Dataset records
····················

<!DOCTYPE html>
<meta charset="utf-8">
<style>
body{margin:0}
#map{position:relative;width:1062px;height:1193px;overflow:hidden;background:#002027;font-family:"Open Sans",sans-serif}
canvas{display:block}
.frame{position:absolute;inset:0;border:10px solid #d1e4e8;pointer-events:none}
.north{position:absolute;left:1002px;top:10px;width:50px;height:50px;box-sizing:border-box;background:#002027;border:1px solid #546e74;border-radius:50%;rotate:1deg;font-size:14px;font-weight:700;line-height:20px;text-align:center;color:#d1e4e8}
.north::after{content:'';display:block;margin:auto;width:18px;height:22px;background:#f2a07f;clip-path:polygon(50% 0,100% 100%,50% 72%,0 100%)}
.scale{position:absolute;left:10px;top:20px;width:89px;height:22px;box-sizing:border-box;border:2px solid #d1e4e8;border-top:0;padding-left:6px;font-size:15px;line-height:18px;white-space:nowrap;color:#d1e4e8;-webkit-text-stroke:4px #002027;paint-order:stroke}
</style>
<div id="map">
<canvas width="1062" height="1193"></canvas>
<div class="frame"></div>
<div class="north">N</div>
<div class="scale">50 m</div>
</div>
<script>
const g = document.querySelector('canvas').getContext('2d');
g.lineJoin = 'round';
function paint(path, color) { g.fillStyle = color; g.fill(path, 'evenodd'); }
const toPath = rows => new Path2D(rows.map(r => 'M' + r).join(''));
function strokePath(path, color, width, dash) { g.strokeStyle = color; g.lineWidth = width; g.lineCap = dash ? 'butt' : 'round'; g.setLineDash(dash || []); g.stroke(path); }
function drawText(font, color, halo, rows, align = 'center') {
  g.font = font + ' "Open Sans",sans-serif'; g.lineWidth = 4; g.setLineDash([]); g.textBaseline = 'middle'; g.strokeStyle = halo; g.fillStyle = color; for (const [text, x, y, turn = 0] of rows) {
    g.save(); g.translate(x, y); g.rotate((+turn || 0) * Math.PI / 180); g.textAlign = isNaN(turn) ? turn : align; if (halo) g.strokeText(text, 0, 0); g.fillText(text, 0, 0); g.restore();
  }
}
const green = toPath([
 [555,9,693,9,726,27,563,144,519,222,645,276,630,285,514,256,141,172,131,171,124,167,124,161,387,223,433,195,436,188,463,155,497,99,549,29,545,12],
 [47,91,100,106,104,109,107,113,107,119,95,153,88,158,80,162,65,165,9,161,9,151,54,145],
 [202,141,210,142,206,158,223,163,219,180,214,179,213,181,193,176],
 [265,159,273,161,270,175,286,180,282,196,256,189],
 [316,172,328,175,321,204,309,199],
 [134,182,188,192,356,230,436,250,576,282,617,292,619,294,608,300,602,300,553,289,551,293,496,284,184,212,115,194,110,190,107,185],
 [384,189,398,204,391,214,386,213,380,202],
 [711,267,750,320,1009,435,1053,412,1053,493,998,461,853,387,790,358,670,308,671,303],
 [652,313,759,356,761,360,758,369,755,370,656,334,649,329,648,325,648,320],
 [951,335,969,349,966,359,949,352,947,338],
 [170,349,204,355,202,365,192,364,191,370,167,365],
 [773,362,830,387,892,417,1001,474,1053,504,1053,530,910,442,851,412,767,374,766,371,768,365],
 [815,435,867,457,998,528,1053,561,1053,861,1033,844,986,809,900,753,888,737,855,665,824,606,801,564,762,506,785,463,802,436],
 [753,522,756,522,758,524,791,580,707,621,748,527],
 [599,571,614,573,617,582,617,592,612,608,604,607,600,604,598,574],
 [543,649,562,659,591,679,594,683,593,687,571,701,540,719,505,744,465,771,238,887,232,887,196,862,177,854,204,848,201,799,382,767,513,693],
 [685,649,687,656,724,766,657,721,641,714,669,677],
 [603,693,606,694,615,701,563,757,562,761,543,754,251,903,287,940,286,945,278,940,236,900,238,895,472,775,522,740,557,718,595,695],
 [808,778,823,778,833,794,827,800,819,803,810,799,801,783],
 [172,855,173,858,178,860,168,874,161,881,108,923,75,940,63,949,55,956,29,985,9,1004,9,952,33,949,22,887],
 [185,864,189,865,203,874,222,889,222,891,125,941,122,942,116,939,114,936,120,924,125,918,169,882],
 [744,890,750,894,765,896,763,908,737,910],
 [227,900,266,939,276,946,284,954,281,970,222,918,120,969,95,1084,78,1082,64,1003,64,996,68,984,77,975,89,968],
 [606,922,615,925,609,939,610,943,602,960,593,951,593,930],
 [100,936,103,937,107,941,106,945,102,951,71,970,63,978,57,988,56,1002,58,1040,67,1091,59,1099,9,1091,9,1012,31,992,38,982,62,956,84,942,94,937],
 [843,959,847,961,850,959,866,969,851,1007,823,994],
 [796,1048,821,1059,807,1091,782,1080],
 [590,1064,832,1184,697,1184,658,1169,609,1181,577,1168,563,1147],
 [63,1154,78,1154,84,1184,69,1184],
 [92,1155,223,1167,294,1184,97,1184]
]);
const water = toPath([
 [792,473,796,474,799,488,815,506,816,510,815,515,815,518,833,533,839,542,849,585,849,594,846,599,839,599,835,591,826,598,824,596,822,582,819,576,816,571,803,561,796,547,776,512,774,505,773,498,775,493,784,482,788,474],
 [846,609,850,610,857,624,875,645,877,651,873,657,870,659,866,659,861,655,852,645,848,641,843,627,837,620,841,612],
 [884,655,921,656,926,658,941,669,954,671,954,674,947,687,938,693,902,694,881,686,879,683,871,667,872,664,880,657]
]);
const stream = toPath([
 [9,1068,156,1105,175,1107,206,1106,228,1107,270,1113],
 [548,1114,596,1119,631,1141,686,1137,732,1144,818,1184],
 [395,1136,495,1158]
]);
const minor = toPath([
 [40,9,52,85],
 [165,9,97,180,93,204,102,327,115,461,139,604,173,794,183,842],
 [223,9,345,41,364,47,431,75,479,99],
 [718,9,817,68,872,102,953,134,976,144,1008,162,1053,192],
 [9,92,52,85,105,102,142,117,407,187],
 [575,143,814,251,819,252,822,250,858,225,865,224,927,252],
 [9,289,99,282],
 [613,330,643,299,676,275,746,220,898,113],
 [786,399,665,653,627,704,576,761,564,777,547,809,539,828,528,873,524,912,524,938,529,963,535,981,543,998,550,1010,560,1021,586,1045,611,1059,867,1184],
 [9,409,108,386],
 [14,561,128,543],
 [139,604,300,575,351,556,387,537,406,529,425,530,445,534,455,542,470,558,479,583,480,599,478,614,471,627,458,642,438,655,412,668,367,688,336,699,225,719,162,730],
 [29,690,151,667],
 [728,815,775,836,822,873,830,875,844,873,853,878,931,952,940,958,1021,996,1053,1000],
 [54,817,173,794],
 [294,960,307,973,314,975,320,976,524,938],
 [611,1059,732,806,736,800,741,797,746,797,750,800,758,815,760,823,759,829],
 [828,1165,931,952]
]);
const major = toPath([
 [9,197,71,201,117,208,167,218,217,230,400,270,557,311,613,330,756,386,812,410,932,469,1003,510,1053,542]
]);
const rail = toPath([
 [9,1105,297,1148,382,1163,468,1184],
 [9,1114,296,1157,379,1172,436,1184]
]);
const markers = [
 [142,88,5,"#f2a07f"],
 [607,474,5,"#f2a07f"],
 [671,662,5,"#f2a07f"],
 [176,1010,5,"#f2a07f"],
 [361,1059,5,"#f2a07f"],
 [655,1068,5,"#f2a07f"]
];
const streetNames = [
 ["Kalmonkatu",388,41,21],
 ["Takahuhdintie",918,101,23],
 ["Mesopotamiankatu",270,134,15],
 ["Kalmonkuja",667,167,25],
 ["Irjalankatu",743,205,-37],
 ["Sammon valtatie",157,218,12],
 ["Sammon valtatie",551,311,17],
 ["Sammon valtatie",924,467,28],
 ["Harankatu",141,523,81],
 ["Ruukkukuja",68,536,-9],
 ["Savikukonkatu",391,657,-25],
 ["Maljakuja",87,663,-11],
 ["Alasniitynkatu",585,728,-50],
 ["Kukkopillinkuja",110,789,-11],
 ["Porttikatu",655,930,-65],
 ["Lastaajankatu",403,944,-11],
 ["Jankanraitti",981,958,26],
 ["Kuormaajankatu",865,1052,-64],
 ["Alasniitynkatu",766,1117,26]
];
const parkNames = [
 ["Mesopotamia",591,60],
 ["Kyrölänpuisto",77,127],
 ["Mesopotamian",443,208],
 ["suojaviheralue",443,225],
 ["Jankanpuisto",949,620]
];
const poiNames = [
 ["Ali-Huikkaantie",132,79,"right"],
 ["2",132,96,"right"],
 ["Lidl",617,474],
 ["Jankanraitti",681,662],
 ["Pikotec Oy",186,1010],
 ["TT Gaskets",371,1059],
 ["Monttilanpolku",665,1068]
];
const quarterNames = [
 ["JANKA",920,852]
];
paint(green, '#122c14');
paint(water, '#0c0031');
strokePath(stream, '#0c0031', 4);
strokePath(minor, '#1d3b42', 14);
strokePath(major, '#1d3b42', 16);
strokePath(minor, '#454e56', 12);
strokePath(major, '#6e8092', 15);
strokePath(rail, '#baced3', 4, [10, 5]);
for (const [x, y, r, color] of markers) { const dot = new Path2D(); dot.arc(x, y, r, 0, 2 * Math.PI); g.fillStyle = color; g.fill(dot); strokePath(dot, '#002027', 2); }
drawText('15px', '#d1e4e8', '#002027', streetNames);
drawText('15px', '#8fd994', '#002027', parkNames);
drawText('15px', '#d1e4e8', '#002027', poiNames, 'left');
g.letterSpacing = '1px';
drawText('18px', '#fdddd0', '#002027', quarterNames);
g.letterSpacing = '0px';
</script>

····················

Transcribe the lines from the first line of the records through the line that contains "const toPath = rows", both included, and add nothing else.

- The completed task
<!DOCTYPE html>
<meta charset="utf-8">
<style>
body{margin:0}
#map{position:relative;width:1062px;height:1193px;overflow:hidden;background:#002027;font-family:"Open Sans",sans-serif}
canvas{display:block}
.frame{position:absolute;inset:0;border:10px solid #d1e4e8;pointer-events:none}
.north{position:absolute;left:1002px;top:10px;width:50px;height:50px;box-sizing:border-box;background:#002027;border:1px solid #546e74;border-radius:50%;rotate:1deg;font-size:14px;font-weight:700;line-height:20px;text-align:center;color:#d1e4e8}
.north::after{content:'';display:block;margin:auto;width:18px;height:22px;background:#f2a07f;clip-path:polygon(50% 0,100% 100%,50% 72%,0 100%)}
.scale{position:absolute;left:10px;top:20px;width:89px;height:22px;box-sizing:border-box;border:2px solid #d1e4e8;border-top:0;padding-left:6px;font-size:15px;line-height:18px;white-space:nowrap;color:#d1e4e8;-webkit-text-stroke:4px #002027;paint-order:stroke}
</style>
<div id="map">
<canvas width="1062" height="1193"></canvas>
<div class="frame"></div>
<div class="north">N</div>
<div class="scale">50 m</div>
</div>
<script>
const g = document.querySelector('canvas').getContext('2d');
g.lineJoin = 'round';
function paint(path, color) { g.fillStyle = color; g.fill(path, 'evenodd'); }
const toPath = rows => new Path2D(rows.map(r => 'M' + r).join(''));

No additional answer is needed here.